Stored data entries

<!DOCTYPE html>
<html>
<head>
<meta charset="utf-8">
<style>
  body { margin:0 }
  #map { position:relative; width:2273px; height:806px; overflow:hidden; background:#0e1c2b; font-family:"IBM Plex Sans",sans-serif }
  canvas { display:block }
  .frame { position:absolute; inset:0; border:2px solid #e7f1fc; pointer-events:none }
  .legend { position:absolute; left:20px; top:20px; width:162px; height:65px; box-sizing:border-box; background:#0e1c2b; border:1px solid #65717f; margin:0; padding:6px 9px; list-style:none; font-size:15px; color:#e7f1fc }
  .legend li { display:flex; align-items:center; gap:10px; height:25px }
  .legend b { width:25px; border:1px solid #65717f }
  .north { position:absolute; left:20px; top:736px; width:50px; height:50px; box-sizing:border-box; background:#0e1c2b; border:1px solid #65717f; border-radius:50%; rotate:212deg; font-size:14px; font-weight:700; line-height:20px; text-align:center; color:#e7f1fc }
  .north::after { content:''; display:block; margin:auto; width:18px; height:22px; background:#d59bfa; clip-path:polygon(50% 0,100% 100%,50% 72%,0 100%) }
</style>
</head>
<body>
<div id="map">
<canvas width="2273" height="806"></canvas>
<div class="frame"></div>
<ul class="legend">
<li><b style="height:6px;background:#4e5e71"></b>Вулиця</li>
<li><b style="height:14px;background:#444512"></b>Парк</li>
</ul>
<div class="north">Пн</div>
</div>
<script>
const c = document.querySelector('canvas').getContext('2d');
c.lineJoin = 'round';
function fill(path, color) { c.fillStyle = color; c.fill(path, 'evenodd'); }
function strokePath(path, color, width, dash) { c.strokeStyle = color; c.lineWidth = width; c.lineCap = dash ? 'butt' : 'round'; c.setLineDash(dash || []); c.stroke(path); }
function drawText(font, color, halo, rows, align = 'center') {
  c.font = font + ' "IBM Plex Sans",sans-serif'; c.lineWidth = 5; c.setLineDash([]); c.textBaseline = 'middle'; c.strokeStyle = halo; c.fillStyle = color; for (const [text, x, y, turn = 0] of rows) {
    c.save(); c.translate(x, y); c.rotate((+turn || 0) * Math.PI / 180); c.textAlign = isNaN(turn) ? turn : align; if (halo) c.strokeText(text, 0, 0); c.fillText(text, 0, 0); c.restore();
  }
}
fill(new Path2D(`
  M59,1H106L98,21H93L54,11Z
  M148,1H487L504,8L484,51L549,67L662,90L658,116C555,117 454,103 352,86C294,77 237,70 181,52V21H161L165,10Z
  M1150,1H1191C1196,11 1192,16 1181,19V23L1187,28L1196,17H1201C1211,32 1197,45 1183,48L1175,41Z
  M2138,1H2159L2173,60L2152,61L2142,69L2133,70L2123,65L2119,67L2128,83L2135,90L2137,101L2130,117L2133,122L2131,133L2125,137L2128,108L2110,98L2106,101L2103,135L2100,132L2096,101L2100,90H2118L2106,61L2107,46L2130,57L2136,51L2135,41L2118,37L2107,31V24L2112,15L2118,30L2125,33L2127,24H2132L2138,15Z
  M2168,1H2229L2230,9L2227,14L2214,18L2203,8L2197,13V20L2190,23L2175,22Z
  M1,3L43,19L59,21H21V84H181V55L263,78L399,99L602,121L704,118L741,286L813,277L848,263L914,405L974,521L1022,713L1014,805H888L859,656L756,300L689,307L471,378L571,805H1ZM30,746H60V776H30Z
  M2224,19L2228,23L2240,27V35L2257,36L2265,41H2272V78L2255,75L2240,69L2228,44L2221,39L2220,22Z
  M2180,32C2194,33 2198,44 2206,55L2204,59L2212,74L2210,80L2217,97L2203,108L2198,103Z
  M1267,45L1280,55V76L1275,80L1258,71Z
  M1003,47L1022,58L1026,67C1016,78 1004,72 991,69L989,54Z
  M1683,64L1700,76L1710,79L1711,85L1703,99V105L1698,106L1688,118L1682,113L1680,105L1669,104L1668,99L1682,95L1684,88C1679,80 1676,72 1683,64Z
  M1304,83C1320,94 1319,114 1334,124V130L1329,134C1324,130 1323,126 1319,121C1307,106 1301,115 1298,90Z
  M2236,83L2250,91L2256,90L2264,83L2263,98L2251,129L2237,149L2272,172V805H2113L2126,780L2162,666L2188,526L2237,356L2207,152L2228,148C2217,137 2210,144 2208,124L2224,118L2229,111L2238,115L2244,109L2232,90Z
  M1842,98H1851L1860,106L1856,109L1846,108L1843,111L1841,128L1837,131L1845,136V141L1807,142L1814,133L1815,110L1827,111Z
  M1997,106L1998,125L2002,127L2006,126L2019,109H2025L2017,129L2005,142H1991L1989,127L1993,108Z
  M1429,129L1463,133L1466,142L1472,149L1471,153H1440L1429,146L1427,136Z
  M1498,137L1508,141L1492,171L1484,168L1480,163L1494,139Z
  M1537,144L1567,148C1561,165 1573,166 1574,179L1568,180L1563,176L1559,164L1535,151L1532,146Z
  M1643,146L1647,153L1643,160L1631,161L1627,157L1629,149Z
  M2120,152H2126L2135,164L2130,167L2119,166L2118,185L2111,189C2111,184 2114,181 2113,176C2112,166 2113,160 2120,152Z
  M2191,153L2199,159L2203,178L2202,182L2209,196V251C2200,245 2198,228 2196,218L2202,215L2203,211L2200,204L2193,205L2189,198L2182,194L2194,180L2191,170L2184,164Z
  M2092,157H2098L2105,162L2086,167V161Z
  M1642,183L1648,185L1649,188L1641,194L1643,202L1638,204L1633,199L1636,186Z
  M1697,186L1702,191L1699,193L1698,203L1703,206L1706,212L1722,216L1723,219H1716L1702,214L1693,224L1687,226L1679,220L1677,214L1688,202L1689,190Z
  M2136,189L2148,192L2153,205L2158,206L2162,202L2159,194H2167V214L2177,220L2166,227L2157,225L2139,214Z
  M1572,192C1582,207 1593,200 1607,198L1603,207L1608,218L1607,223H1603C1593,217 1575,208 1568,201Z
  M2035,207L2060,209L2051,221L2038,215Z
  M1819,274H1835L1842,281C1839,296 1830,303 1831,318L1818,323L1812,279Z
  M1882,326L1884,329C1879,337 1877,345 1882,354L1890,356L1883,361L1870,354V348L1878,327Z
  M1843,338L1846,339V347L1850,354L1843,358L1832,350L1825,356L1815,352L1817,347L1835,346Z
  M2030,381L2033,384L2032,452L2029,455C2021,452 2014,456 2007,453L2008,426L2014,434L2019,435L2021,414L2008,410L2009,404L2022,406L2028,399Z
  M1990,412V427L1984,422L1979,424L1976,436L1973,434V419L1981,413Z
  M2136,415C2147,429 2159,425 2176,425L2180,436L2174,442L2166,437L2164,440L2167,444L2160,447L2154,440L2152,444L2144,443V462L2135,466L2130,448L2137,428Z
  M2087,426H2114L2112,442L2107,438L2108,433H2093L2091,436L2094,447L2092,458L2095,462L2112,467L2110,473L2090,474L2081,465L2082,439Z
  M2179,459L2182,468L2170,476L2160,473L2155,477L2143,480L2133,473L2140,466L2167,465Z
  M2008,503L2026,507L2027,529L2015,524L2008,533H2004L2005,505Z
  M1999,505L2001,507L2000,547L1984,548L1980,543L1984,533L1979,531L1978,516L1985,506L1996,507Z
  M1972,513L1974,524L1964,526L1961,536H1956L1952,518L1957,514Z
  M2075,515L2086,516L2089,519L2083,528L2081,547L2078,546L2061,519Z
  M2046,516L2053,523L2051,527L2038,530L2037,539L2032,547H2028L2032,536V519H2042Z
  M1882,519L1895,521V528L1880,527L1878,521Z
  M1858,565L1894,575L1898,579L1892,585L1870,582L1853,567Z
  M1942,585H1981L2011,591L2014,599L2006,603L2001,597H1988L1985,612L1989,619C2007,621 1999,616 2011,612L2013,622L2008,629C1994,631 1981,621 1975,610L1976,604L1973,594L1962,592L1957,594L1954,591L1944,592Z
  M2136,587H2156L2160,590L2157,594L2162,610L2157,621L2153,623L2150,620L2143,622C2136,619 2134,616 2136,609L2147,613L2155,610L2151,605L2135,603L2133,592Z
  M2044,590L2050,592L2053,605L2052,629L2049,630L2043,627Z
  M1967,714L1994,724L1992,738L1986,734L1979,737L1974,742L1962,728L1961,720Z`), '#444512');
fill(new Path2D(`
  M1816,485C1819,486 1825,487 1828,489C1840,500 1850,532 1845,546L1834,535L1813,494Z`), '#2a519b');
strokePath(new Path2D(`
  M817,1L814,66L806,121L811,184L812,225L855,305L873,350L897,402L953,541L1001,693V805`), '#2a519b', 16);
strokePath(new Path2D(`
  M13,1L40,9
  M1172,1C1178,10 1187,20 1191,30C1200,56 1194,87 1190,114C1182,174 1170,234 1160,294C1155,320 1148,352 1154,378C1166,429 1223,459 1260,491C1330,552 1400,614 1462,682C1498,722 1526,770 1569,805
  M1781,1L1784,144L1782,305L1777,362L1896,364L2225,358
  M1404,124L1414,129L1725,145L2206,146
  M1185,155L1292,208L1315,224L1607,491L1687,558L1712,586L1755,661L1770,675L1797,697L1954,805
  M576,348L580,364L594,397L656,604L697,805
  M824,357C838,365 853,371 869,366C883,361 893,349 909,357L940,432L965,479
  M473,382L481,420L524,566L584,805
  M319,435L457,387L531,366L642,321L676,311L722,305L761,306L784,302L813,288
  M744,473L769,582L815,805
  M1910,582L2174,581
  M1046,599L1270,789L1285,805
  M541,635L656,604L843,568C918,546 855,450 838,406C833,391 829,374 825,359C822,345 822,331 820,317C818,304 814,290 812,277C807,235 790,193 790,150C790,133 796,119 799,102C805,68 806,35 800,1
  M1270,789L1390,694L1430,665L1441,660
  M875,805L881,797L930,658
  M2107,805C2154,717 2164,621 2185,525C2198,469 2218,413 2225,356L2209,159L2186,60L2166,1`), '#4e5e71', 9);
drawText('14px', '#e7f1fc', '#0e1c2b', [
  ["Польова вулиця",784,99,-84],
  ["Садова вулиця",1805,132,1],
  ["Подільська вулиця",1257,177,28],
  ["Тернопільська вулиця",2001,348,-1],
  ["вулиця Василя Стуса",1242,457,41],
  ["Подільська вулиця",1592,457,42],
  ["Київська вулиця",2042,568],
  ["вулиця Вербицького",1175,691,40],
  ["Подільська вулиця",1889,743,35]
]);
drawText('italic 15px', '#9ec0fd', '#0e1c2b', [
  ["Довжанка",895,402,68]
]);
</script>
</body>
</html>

Task details: Among the lines above, find the ones containing "strokeStyle" and copy them.

Written solution:
function strokePath(path, color, width, dash) { c.strokeStyle = color; c.lineWidth = width; c.lineCap = dash ? 'butt' : 'round'; c.setLineDash(dash || []); c.stroke(path); }
  c.font = font + ' "IBM Plex Sans",sans-serif'; c.lineWidth = 5; c.setLineDash([]); c.textBaseline = 'middle'; c.strokeStyle = halo; c.fillStyle = color; for (const [text, x, y, turn = 0] of rows) {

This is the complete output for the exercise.